(Collected data entries)
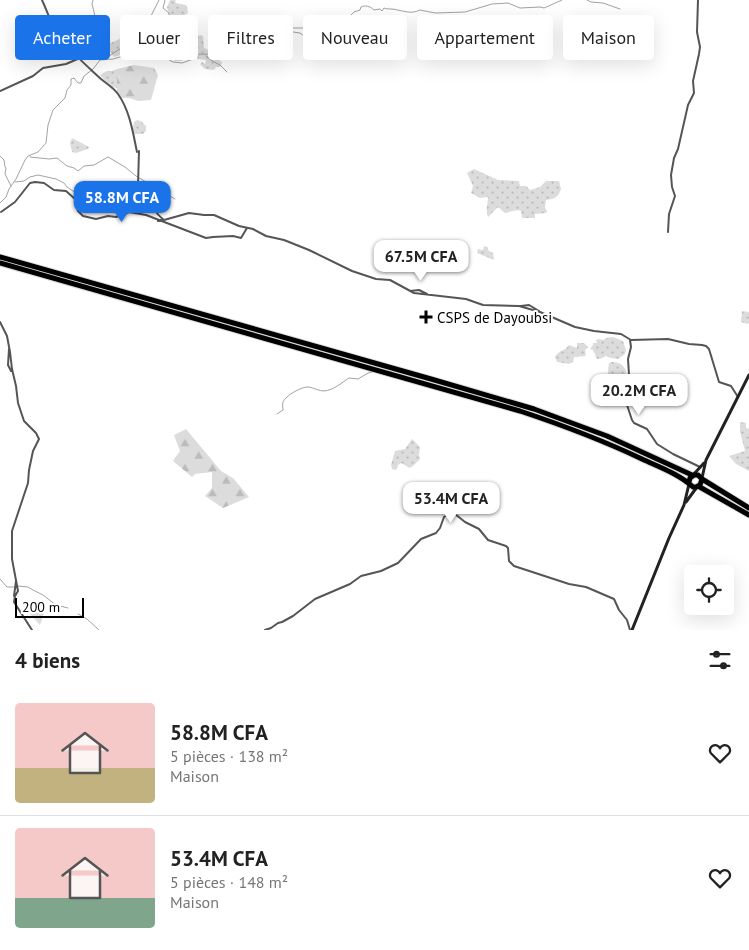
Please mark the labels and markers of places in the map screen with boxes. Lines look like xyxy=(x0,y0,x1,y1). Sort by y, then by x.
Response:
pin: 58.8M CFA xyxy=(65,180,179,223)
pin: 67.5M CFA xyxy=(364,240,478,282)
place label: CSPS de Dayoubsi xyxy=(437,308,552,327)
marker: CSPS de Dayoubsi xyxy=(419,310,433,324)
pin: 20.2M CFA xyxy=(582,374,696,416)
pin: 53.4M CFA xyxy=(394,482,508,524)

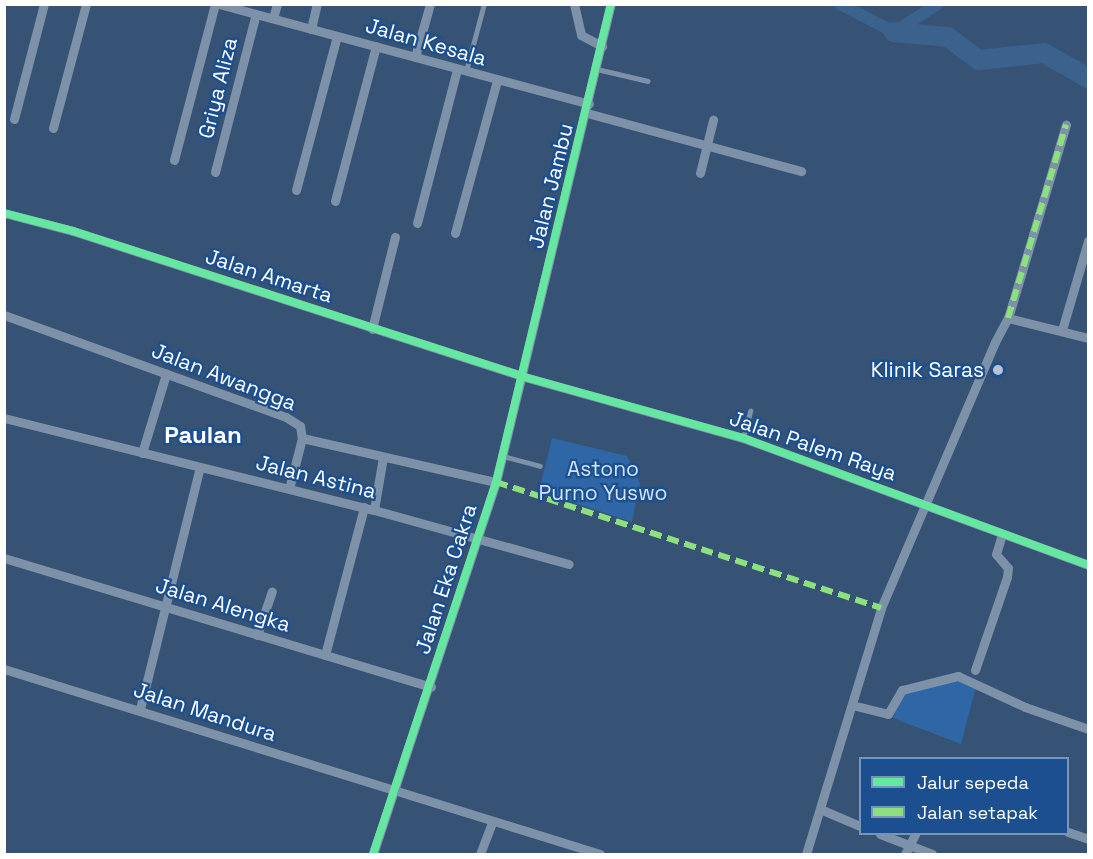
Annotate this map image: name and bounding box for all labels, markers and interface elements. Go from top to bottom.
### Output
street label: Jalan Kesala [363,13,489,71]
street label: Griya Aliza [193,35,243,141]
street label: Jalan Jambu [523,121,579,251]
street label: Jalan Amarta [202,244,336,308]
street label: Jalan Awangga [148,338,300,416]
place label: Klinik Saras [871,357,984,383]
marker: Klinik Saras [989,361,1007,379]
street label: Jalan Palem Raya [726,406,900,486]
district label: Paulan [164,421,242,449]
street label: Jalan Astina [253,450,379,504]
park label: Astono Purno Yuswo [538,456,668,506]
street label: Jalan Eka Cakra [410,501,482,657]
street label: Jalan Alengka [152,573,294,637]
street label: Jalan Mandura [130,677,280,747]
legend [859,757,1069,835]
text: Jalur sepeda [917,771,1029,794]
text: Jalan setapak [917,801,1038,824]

---

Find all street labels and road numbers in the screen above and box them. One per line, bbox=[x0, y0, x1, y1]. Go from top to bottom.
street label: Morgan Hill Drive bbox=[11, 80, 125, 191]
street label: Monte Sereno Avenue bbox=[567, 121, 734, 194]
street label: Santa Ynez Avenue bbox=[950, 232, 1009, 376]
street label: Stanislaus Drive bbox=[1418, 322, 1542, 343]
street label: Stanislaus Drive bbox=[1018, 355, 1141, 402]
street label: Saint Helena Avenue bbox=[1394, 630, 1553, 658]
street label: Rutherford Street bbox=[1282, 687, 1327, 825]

* PROBLEM TO SOLVE *
Out of the records above, set down only the lines from the one that contains "Please mark the" through the one that contains "Annotate this map", unchanged and without the pictures.

* ANSWER BELOW *
Please mark the labels and markers of places in the map screen with boxes. Lines look like xyxy=(x0,y0,x1,y1). Sort by y, then by x.
Response:
pin: 58.8M CFA xyxy=(65,180,179,223)
pin: 67.5M CFA xyxy=(364,240,478,282)
place label: CSPS de Dayoubsi xyxy=(437,308,552,327)
marker: CSPS de Dayoubsi xyxy=(419,310,433,324)
pin: 20.2M CFA xyxy=(582,374,696,416)
pin: 53.4M CFA xyxy=(394,482,508,524)

Annotate this map image: name and bounding box for all labels, markers and interface elements. Go from top to bottom.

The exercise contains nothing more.